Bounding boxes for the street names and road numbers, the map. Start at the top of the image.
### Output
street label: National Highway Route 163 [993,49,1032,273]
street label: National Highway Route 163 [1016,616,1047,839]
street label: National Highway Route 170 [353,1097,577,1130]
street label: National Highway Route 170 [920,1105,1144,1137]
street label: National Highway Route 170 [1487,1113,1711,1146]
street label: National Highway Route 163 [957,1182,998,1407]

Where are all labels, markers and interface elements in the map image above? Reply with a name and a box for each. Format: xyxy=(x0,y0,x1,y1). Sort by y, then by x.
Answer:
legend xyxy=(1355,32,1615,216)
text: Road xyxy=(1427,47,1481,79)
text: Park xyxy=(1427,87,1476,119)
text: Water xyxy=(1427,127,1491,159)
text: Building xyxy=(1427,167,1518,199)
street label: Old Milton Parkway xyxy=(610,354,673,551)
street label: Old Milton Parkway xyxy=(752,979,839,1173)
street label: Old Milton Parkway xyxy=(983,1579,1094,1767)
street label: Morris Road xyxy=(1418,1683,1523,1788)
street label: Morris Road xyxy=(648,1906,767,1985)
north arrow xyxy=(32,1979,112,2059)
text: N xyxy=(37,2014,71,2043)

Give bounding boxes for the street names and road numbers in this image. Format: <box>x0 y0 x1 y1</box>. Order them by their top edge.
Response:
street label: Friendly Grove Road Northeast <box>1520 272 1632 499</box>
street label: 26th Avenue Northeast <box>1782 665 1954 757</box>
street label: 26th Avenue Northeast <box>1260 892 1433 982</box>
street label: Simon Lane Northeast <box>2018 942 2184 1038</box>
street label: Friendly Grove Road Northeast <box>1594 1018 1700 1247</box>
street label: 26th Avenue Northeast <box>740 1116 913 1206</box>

* [Exercise directions]
Nothing in the data should be left out when you retype it exactly.

* [Result for this exercise]
Bounding boxes for the street names and road numbers, the map. Start at the top of the image.
### Output
street label: National Highway Route 163 [993,49,1032,273]
street label: National Highway Route 163 [1016,616,1047,839]
street label: National Highway Route 170 [353,1097,577,1130]
street label: National Highway Route 170 [920,1105,1144,1137]
street label: National Highway Route 170 [1487,1113,1711,1146]
street label: National Highway Route 163 [957,1182,998,1407]

Where are all labels, markers and interface elements in the map image above? Reply with a name and a box for each. Format: xyxy=(x0,y0,x1,y1). Sort by y, then by x.
Answer:
legend xyxy=(1355,32,1615,216)
text: Road xyxy=(1427,47,1481,79)
text: Park xyxy=(1427,87,1476,119)
text: Water xyxy=(1427,127,1491,159)
text: Building xyxy=(1427,167,1518,199)
street label: Old Milton Parkway xyxy=(610,354,673,551)
street label: Old Milton Parkway xyxy=(752,979,839,1173)
street label: Old Milton Parkway xyxy=(983,1579,1094,1767)
street label: Morris Road xyxy=(1418,1683,1523,1788)
street label: Morris Road xyxy=(648,1906,767,1985)
north arrow xyxy=(32,1979,112,2059)
text: N xyxy=(37,2014,71,2043)

Give bounding boxes for the street names and road numbers in this image. Format: <box>x0 y0 x1 y1</box>. Order them by their top edge.
Response:
street label: Friendly Grove Road Northeast <box>1520 272 1632 499</box>
street label: 26th Avenue Northeast <box>1782 665 1954 757</box>
street label: 26th Avenue Northeast <box>1260 892 1433 982</box>
street label: Simon Lane Northeast <box>2018 942 2184 1038</box>
street label: Friendly Grove Road Northeast <box>1594 1018 1700 1247</box>
street label: 26th Avenue Northeast <box>740 1116 913 1206</box>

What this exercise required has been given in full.